(Data listing begins)
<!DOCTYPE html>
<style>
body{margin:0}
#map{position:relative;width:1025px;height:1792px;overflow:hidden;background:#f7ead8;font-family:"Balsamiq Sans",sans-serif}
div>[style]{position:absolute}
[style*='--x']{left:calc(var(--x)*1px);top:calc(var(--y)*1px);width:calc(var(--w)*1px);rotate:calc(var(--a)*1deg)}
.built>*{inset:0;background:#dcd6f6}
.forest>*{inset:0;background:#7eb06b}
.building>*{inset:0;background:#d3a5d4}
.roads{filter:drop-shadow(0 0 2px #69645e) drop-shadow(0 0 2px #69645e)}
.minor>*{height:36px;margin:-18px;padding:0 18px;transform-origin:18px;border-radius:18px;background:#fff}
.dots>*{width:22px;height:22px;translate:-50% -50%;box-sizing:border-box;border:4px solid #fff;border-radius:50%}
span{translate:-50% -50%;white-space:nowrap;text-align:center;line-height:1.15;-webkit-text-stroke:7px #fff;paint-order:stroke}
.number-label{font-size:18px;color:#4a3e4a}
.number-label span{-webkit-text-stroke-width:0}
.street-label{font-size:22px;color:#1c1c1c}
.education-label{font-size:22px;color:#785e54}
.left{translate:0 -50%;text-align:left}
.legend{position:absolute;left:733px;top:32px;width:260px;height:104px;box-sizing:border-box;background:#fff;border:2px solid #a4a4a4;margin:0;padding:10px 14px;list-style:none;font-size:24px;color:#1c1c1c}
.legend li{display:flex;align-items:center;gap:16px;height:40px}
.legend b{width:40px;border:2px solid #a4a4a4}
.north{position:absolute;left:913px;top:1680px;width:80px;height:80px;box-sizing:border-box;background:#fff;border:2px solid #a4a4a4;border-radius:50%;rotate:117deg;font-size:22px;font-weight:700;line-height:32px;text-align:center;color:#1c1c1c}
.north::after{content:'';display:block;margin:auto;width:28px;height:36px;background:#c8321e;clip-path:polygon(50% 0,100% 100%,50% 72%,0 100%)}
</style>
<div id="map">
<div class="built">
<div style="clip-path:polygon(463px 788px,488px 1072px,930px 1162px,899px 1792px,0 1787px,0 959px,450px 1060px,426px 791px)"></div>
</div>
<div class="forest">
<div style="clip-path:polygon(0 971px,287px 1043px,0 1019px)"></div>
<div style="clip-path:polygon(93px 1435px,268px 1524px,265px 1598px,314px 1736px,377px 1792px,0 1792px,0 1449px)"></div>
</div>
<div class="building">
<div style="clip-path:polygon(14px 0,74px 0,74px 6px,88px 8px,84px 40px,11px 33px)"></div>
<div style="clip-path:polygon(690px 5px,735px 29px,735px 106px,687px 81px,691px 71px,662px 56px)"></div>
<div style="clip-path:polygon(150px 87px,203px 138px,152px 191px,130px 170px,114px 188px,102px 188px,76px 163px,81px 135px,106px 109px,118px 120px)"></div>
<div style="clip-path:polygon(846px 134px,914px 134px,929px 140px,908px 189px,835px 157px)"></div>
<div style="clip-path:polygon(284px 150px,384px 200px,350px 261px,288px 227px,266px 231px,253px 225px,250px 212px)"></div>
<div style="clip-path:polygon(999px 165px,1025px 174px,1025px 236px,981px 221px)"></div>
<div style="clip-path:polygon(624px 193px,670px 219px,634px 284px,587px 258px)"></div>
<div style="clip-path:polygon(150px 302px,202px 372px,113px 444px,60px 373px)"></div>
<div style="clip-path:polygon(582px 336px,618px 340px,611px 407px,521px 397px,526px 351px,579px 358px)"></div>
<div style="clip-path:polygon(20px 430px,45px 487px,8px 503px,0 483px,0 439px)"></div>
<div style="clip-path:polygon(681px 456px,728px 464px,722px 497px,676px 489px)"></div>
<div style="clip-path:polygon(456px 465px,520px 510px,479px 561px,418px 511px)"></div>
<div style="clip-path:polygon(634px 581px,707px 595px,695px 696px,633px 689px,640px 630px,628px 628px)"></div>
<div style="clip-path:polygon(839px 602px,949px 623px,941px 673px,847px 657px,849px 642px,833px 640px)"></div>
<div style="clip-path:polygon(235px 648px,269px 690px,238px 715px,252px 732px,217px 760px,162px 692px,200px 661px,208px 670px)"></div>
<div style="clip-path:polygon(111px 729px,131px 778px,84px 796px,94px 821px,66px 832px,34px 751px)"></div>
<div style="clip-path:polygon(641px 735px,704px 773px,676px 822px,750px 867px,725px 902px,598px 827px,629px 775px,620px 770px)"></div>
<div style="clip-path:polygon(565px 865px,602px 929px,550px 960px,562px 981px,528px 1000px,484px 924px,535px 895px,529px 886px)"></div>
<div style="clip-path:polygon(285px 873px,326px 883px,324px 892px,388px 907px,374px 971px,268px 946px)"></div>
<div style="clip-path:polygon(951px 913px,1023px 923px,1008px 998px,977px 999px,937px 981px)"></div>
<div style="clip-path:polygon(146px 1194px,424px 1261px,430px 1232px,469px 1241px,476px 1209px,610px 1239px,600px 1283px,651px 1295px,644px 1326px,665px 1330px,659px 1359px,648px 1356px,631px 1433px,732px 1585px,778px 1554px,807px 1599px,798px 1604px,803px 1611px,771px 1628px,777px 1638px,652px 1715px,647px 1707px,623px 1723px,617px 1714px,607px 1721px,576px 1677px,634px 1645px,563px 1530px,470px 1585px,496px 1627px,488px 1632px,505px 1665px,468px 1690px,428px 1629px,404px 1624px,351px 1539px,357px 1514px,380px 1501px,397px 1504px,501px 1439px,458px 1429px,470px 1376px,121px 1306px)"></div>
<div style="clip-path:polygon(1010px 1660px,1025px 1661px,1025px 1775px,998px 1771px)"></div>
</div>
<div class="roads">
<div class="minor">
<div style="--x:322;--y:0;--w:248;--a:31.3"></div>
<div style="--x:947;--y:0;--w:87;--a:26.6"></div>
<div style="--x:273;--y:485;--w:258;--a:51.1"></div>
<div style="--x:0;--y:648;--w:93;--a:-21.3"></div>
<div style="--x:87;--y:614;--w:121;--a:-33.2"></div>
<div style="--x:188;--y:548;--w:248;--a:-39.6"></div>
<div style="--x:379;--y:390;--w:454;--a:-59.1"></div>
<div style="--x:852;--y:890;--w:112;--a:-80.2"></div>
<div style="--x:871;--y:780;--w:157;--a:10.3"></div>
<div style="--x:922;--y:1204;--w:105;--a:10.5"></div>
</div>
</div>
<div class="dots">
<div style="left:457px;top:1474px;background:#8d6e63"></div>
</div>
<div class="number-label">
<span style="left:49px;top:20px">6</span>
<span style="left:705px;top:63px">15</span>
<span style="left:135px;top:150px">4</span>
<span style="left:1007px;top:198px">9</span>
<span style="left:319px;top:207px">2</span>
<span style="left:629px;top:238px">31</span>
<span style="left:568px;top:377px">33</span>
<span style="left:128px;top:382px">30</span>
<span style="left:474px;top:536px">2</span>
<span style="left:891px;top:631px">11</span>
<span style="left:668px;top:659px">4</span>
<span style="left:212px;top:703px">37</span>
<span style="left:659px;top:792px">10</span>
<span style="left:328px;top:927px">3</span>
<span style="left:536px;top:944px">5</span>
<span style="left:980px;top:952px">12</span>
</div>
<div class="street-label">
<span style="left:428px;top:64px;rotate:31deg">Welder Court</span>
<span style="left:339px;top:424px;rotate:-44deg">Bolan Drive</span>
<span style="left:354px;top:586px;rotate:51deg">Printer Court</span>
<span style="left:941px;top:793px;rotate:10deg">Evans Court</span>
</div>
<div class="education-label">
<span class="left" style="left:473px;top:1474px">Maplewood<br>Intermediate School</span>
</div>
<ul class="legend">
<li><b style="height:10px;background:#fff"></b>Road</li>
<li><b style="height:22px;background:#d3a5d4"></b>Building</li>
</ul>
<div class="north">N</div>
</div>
(Data listing ends)
Task description: Repeat only what lies between the first line of the data and the line containing "2px #69645e) drop-shadow(0", both of those lines included, exactly as it stands.

Task answer:
<!DOCTYPE html>
<style>
body{margin:0}
#map{position:relative;width:1025px;height:1792px;overflow:hidden;background:#f7ead8;font-family:"Balsamiq Sans",sans-serif}
div>[style]{position:absolute}
[style*='--x']{left:calc(var(--x)*1px);top:calc(var(--y)*1px);width:calc(var(--w)*1px);rotate:calc(var(--a)*1deg)}
.built>*{inset:0;background:#dcd6f6}
.forest>*{inset:0;background:#7eb06b}
.building>*{inset:0;background:#d3a5d4}
.roads{filter:drop-shadow(0 0 2px #69645e) drop-shadow(0 0 2px #69645e)}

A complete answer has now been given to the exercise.